Nettie’s face was scarlet. “Father, what in the world—-“
“I signed over at the Grant Home to-day. Move in next week.” The women looked at her, smiling. Old man Minick came over to her and patted her plump arm. Then he pinched her smooth cheek with a quizzical thumb and forefinger. Pinched it and shook it ever so little.
“I don’t know what you mean,” said Nettie, out of breath.

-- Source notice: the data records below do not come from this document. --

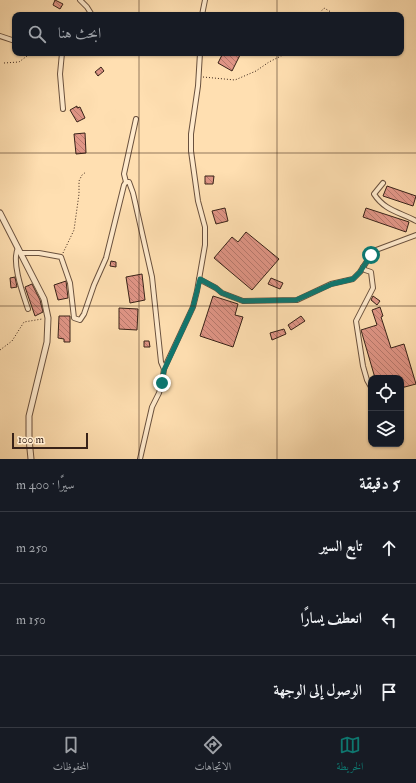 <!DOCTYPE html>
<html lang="ar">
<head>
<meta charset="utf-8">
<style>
	body { margin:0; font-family:"IM FELL Double Pica",Amiri,serif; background:#242831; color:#f1f3f6; direction:rtl }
	.controls { position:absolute; right:12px; bottom:12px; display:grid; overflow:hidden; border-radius:8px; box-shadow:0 1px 3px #0004 }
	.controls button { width:36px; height:36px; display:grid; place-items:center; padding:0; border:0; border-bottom:1px solid #363941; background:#171b24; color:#f1f3f6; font:20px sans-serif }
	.scale { position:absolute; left:12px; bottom:10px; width:76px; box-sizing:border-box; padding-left:4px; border:2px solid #382218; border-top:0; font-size:11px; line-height:14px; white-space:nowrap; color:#382218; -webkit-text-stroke:3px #ffeacc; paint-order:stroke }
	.stop { position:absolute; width:12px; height:12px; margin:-9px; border:3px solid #0f766e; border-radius:50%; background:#fff }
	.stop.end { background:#0f766e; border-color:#fff; box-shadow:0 1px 4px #0008 }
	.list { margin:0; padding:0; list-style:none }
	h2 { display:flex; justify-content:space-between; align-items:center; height:52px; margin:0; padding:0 16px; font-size:17px }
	h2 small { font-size:13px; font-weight:400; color:#9ea1a6 }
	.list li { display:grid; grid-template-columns:26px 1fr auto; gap:12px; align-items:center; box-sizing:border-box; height:72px; padding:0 16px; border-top:1px solid #363941 }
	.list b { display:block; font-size:15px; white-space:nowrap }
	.list em { font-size:13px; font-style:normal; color:#9ea1a6 }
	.icon { flex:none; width:22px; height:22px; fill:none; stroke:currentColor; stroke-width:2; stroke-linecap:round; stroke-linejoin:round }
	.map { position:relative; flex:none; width:416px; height:459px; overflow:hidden; direction:ltr }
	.search { position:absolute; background:#171b24; box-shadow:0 1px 3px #0004; left:12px; right:12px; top:12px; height:44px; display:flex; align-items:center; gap:10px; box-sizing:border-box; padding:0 14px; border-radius:8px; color:#9ea1a6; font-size:15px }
	.sheet { height:268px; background:#171b24 }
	nav { display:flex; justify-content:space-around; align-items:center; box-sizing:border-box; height:56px; border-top:1px solid #363941; background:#171b24; font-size:11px; color:#9ea1a6 }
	nav a { display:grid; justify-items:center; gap:2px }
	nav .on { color:#0f766e }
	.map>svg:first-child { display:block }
	.building { fill:url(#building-back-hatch); stroke:#382218 }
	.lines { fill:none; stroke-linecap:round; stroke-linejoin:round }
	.minor-casing { stroke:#6a513e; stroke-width:6 }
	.tertiary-casing { stroke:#6a513e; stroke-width:7 }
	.path { stroke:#382218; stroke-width:1; stroke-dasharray:1 2; stroke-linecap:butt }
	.minor { stroke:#ffeacc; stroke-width:4 }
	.tertiary { stroke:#ffeacc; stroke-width:5 }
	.route { stroke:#0f766e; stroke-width:5 }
	.grid { fill:none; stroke:#382218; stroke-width:1; stroke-opacity:0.55 }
</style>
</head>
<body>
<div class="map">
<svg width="416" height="459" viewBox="0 0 416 459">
	<defs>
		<pattern id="building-back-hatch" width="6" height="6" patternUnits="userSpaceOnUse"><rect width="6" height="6" fill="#e09586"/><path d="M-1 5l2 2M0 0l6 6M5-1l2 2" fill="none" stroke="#b7796d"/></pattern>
	</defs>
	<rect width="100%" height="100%" fill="#ffdfb1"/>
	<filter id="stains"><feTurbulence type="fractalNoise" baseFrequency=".005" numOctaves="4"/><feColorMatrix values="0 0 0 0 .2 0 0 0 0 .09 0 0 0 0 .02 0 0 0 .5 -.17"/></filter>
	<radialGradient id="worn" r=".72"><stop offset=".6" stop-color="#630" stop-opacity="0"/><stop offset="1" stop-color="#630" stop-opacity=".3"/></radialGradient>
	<!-- building -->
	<g class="building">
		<path d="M55,0L63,4L60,9L53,5Z"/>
		<path d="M223,53H241L232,71L218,63Z"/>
		<path d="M101,67L104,71L98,76L95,72Z"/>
		<path d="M77,106V108L80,107L85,118L77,122L70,110Z"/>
		<path d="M85,133L86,153L76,154L74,134Z"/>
		<path d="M205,176H214L213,184H205Z"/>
		<path d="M387,186L416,196L413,206L383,196Z"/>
		<path d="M225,208L228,221L216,224L212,211Z"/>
		<path d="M366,208L409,222L406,232L363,217Z"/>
		<path d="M246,232L279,259L252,290L214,258L232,237L238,242Z"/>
		<path d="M111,261L116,262V267L110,266Z"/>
		<path d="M142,274L145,300L130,303L126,277Z"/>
		<path d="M15,277L17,287L11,288L10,278Z"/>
		<path d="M271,278L283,283L280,289L268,284Z"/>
		<path d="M66,281L68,298L58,300L54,285Z"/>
		<path d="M32,284L40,300L43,312L35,316L25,287Z"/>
		<path d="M213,296L238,304L235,315L243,317L233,347L200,336Z"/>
		<path d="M373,296L380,301L377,305L371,300Z"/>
		<path d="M380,307L383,316L381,317L391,348L404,344L416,384L401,388V378H375L361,330L377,325L372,310Z"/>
		<path d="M119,308L138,309L137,330L119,329Z"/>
		<path d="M59,316H70V342H64V339L58,338Z"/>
		<path d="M301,316L305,321L291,330L288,325Z"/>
		<path d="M284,329L286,334L272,340L270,333Z"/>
		<path d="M144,341H149L150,347H144Z"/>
	</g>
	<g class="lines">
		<!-- minor casing -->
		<g class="minor-casing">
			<g id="minor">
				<path d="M80,0L87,7L92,15"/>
				<path d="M202,15L205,0"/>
				<path d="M0,36L15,41"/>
				<path d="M62,53L60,74L63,109"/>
				<path d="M126,182L124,174L136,119"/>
				<path d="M383,183L374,194C385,211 400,212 416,221"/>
				<path d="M18,248C11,262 23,294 28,309"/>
				<path d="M22,253H39L61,257L70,283L74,318L80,320L84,314L94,285L106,258L124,185L126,182H129L133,193L152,277L161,362L164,369"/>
				<path d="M363,267L365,270L371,272L373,288L356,321L363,366L367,380L371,387"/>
				<path d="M199,279L216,288L222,293L243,301L297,300L331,284L353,279L360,272L371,255L376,250L416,235"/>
				<path d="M140,459L152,407L159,393L162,383L164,369L193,307L197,291L205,245V227L198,201L191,151V134L198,86L200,53"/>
			</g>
		</g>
		<!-- tertiary casing -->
		<g class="tertiary-casing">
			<path id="tertiary" d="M0,213L44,299L48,318L47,342L29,416V439L31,459"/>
		</g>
		<!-- path -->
		<g class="path">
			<path d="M318,15L324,8L331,12"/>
			<path d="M4,63L19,62L31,53"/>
			<path d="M203,77L235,80L256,71L269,62L287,53"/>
			<path d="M63,253L74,230L79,194V181L82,175L86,172"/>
			<path d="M0,350L12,341L24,322L42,319"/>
		</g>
		<!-- minor -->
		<use href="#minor" class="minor"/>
		<!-- tertiary -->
		<use href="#tertiary" class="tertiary"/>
	</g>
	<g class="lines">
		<!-- route -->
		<path class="route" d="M162,383L164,370L193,307L200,279L216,288L222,293L243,301L296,300L332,284L353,279L360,272L371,255"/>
	</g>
	<!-- grid -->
	<path class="grid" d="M139,0V15M277,0V15M139,53V459M277,53V459M0,153H416M0,306H416"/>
	<rect width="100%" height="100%" filter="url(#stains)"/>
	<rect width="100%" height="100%" fill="url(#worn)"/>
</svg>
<div class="controls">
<button><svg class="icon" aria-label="locate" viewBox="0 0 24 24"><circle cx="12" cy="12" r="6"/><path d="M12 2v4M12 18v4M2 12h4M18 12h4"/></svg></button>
<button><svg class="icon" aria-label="layers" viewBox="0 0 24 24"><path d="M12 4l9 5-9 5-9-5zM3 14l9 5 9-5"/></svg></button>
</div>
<div class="scale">100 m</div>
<div class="stop" style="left:371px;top:255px"></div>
<div class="stop end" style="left:162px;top:383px"></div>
<div class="search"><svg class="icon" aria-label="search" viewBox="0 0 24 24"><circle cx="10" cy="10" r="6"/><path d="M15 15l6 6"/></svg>ابحث هنا</div>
</div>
<section class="sheet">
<h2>5 دقيقة<small>سيرًا · 400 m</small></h2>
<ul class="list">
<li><svg class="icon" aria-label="ahead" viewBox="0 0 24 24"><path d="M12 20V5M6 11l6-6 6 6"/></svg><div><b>تابع السير</b></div><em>250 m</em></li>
<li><svg class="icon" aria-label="left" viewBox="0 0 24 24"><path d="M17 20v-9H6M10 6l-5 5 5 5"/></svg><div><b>انعطف يسارًا</b></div><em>150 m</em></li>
<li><svg class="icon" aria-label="arrive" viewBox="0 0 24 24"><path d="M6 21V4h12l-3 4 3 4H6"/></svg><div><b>الوصول إلى الوجهة</b></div></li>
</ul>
</section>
<nav>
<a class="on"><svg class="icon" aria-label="map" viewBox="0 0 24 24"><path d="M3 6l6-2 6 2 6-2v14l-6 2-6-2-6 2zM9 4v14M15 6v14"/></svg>الخريطة</a>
<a><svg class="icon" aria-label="directions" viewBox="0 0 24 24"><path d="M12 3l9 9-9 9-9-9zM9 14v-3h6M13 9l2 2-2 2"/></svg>الاتجاهات</a>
<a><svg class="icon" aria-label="saved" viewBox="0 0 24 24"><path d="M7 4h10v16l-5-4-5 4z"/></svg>المحفوظات</a>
</nav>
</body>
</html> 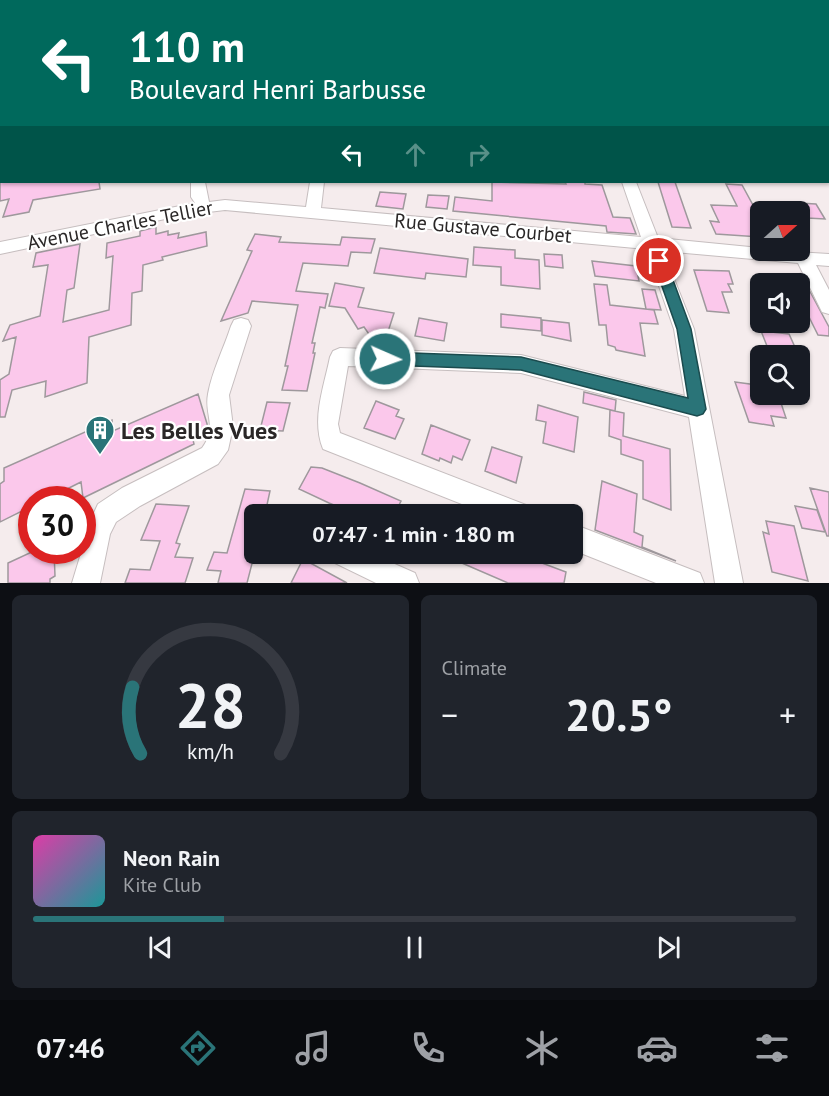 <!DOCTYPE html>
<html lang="en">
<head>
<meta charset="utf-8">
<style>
  :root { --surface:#171b24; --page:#20242c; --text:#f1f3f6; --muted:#9ea1a6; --line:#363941; --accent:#2a7478 }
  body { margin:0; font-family:"PT Sans",sans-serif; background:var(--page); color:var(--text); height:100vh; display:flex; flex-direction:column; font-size:22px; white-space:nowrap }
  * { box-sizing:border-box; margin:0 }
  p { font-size:20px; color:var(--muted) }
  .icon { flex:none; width:33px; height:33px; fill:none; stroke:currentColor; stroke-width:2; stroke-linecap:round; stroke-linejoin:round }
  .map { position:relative; height:583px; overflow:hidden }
  .details { display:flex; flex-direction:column; gap:12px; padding:12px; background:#0d0f14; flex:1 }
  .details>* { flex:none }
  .guide { position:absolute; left:0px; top:0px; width:830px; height:183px; box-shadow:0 2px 4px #0004; background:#00695c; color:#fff; overflow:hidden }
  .needle { width:39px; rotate:69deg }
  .tools { position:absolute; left:750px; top:201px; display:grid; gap:12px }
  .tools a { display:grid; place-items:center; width:60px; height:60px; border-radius:9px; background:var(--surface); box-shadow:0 2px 4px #0004; font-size:30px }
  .speed { position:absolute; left:18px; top:486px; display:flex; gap:12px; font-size:30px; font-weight:700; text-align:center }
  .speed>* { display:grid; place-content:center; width:78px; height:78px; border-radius:50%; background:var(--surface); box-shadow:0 2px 4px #0004; line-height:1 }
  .speed .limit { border:9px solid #d22; background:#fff; color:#111 }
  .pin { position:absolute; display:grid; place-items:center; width:51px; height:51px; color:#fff; margin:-26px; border:3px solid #fff; border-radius:50%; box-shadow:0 2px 6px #0007 }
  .me { position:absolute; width:66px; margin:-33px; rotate:92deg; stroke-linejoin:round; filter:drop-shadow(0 0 4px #0008) }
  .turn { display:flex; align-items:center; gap:21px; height:126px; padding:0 30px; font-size:27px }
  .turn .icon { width:78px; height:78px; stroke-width:2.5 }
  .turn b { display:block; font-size:42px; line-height:51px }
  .lanes { display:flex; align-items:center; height:57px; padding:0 30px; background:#0003; justify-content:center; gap:30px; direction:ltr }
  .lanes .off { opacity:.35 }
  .big { font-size:45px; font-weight:800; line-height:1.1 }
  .details .widget { flex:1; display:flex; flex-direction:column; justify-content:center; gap:9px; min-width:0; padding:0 21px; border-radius:9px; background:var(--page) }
  .details .dial { align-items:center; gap:0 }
  .dial svg { height:156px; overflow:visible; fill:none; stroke:var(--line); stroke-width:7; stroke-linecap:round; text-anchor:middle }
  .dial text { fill:var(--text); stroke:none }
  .song { display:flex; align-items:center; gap:18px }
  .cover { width:72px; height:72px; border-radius:9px; background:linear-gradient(135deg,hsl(320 70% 55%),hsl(180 70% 35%)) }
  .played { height:6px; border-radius:3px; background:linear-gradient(90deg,var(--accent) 25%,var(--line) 25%) }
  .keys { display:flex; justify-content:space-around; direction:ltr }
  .heat { display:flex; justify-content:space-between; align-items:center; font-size:33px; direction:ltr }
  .details .tiles { flex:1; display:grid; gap:12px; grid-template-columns:1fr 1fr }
  .widget:last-child { grid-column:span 2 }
  .trip { position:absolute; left:244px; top:504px; width:339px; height:60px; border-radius:9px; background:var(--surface); box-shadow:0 2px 4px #0004; font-weight:800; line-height:60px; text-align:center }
  .dock { display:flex; height:96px; justify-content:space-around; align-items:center; background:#090b0e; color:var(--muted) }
  .dock .icon { width:42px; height:42px }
  .dock .on { color:var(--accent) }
  .dock b { font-size:27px; color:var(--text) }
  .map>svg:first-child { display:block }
  .building { fill:#fbc8eb; stroke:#9e989c; stroke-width:1.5 }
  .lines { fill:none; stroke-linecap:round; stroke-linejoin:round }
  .street-casing { stroke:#c6bebf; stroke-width:2 }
  .street { fill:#fff; fill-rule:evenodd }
  .route { fill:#2a7478; stroke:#1b4b4e; stroke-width:1.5 }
  .labels { text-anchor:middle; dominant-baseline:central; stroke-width:4.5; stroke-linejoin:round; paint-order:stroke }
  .street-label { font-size:20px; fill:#2a2727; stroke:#fff }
  .near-poi-label { font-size:24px; font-weight:bold; fill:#2a2727; stroke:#fff; text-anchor:start }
</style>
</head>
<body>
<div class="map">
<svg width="829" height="583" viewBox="0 0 829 583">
  <rect width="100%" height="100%" fill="#f5eced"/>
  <path class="building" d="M0,182h99l1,7 -67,11 -4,12 -26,5 6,-18 -9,2z
    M492,182l74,2 -1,-2h20v2l17,1 11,32 17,1 6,16 -29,-2 -1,-6 -153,-15 2,-14 37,4z
    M658,182h17l16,46 -19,-1z
    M726,184l16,1 18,33v19l-44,-3 -6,-13 9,1 -8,-17 26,1z
    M380,192l26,2 -3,15 -27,-3z
    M428,195l21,1 -2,13 -21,-2z
    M798,203l18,1 9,15 -18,-1z
    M156,227v7l12,-3v4l11,-2 -1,5 28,-6 1,14 -45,11 1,3 -20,5 -1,26 -10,2 -1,32 -42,12 -2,46 -42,14 1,-16 -34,9 -7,27h-5v-37l9,-6 7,-37 -13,4 7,-16 30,-9 8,-51 -15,2 3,-14 44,-9 -6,44 -7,2 -4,32 46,-12 4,-54 -7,2 1,-15 33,-7v-5z
    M255,234l26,3 -2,5 61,3 2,-8 33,2 -4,14 -20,-1 -3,14 -45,-3 -7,28 32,3 -3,14 -5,-1 -8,36h3l-2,10h2l-8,38 -25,-1 6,-24h-3l13,-61 -46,-4 -4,12 -27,8 31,-70 -5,-1z
    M474,247l41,3v8l24,2 1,29 -39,-4v-18l-28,-2z
    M380,248l88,11 -2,18 -40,-4 -1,6 -51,-6z
    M544,254l18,1 1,13 -18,-2z
    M592,261l44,5 3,15 -44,-5z
    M694,270l35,1 4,13h-5l4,8h-10l7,21 -22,-2z
    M800,273l29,54v9l-11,-1 -18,-36z
    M335,283l29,5 -6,19 36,6 -8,25 -15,-1 -7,-10 -6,2 -13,-21 -16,-2z
    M594,284l13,1 3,20 44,5 4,14 -18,-1 5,33 -29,-6 -1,-3 -7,-2 -2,-20h-7z
    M642,289l13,1 6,20 -15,-1z
    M501,314l40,4v13l-40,-4z
    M419,318l28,5 -3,18 -29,-5z
    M542,320l27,3 2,18 -29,-6z
    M761,331l28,3 10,22h-28z
    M735,382l22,3 3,9h18l8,24 -15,-2 3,10 -25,-4z
    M584,392l32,8 -1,11 -32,-8z
    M198,394l10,33 -16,9 2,8 -111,54 -2,-16 -36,18h-13v6l-32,16v-38l4,-3v-13l108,-48 1,11z
    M376,401l23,9 -3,6 8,3 -9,20 -31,-11z
    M267,402l23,1 -7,28 -23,-1z
    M538,405l40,12 -4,35 -31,-9 3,-21 -10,-2z
    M610,410l14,3 -1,23 47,13 1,61 -28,-11v-38l-22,-7v-14l-12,-4z
    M431,425l39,15 -8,20 -9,-4 -2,7 -11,-5 -1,3 -17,-7z
    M492,447l30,10 -6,26 -31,-12z
    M311,467l11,1 38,15 41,18 -2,4 23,9h-66l-27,-11 -30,-14z
    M602,481l35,13 -3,38 9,4 -1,11 34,14 -81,-31z
    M810,488l19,4v44h-2z
    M245,489l25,2 -5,23h-10v38l-8,31h-29l3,-12 -14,-1 7,-18 13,1z
    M156,504l33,2 -13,37 4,1 -5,13 18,1 -8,25h-60l5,-14 20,1 10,-29 -19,-1z
    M795,506l22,4 8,22 -23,-4z
    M766,521l28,5 14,55 -36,-9 -9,-40 6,2z
    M36,550h18l1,26 -5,3v4h-42v-20z
    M441,554h77l48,18 -2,11h-56z
    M303,559l44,24h-56z"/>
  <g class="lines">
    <g class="street-casing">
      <path id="street" d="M191,182h14l4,20 16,-2 81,7 4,-25h14l-3,26 320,29 -19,-55h14l22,56 102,10v2l69,4v12l-13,-1 13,25v24l-7,-2 -24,-49 -135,-12 31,78 49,254h-28l-26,-166 -168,-44 -173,-7 -10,58 2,9 186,72 3,9h-42l-164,-65c-12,-30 1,-62 7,-92l3,-6 7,-3 181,7 164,41 -11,-67 -28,-80 -421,-39 -41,5 -184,39v-12l195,-39 -4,-6z
        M241,318l7,2 3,6 -22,69 4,32 -5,23 -10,14 -78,42 -24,16 -6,12 -10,49h-28l10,-33 3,-18 13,-28 24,-16 80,-40c16,-22 2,-32 6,-54 4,-23 16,-46 23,-68l3,-6z
        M573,524l127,49 4,10h-48l-83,-33z
        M331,554h41l43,19 4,10h-43l-41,-20z"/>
    </g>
    <use href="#street" class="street"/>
  </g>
  <linearGradient id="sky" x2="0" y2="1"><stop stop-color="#a2baee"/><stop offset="0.53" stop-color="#faf6f7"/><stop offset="1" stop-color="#faf6f7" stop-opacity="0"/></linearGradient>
  <rect width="829" height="173" fill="url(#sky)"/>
  <path class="route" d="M659,256l7,5 25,68 15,80 -3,5 -6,2 -176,-46 -136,-5 -5,-1 -3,-5 3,-5 5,-2 136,5 167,41 -11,-69 -24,-68z"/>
  <defs>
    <g id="building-pin" transform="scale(1.5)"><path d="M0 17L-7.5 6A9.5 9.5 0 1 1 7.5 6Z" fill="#2a7478" stroke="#fff"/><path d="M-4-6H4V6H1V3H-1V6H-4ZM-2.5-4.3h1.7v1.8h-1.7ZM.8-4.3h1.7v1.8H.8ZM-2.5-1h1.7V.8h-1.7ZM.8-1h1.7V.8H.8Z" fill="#fff"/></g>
  </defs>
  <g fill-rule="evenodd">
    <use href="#building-pin" x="100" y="430"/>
  </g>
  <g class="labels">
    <g class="street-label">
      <text transform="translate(120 225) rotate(-11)">Avenue Charles Tellier</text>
      <text transform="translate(483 228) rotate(5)">Rue Gustave Courbet</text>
    </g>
    <g class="near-poi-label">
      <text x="121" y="430">Les Belles Vues</text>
    </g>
  </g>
</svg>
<div class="tools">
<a><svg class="needle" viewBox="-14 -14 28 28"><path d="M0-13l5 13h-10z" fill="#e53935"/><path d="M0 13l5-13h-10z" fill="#9ea1a6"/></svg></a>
<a><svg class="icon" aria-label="sound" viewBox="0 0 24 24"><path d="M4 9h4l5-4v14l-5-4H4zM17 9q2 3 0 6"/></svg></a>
<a><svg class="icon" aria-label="search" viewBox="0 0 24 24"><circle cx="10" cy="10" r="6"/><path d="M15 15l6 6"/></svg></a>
</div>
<div class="speed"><div class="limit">30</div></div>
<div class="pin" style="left:659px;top:261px;background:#d93025"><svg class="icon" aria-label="arrive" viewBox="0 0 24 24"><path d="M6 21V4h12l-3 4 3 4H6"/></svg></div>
<svg class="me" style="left:385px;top:359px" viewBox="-20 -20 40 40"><circle r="17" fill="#2a7478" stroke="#fff" stroke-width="3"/><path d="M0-11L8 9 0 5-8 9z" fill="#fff"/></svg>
<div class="trip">07:47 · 1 min · 180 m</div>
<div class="guide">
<div class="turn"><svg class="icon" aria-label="left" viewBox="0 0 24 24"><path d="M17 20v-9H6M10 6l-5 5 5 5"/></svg><div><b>110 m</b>Boulevard Henri Barbusse</div></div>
<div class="lanes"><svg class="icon" aria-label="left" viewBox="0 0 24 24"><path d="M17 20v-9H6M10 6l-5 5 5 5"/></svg><svg class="icon off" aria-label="ahead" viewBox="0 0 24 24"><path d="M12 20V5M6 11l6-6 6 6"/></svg><svg class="icon off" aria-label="right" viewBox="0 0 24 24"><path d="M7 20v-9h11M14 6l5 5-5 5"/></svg></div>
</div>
</div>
<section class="details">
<div class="tiles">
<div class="widget dial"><svg viewBox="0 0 100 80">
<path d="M14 69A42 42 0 1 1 86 69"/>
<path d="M14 69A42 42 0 0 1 10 35" stroke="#2a7478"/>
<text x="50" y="56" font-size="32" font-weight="700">28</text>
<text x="50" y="72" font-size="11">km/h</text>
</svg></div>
<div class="widget"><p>Climate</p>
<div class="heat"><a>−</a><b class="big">20.5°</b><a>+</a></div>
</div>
<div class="widget">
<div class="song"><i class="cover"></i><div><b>Neon Rain</b><p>Kite Club</p></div></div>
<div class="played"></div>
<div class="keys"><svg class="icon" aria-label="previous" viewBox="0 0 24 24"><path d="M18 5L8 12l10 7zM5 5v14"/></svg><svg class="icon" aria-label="pause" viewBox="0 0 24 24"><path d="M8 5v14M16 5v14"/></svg><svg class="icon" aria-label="next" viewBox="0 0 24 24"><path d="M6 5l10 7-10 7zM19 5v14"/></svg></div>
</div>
</div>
</section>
<nav class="dock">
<b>07:46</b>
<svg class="icon on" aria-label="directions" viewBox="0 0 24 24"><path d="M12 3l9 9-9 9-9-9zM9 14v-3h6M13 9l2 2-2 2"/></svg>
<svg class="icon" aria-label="music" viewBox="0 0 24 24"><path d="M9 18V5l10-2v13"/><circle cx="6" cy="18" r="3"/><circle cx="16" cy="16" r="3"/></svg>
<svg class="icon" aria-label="phone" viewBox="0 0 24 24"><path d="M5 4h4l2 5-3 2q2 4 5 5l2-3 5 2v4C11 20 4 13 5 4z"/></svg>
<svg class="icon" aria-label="climate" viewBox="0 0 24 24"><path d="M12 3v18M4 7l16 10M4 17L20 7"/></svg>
<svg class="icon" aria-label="car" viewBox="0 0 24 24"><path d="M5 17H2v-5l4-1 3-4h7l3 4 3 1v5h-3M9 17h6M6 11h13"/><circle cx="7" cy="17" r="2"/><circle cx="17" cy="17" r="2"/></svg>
<svg class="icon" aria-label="filters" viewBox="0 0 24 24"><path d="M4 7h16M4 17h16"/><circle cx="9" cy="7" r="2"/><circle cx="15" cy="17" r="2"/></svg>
</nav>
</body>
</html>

“Yes, you do,” said old man Minick, and while his tone was light and jesting there was in his old face something stern, something menacing. “Yes, you do.”
* * * * *
When he entered the Grant Home a group of them was seated about the fireplace in the main hall. A neat, ruddy, septuagenarian circle. They greeted him casually, with delicacy of feeling, as if he were merely approaching them at their bench in the Park.
“Say, Minick, look here. Mowry here says China ought to have been included in the four-power treaty. He says—-“
Old man Minick cleared his throat. “You take China, now,” he said, “with her vast and practically, you might say, virgin country, why—-“
An apple-cheeked maid in a black dress and a white apron stopped before him. He paused.
“Housekeeper says for me to tell you your room’s all ready, if you’d like to look at it now.”
“Minute. Minute, my child.” He waved her aside with the air of one who pays five hundred a year for independence and freedom. The girl turned to go. “Uh–young lady! Young lady!” She looked at him. “Tell the housekeeper two pillows, please. Two pillows on my bed. Be sure.”
“Yes, sir. Two pillows. Yes, sir. I’ll be sure.”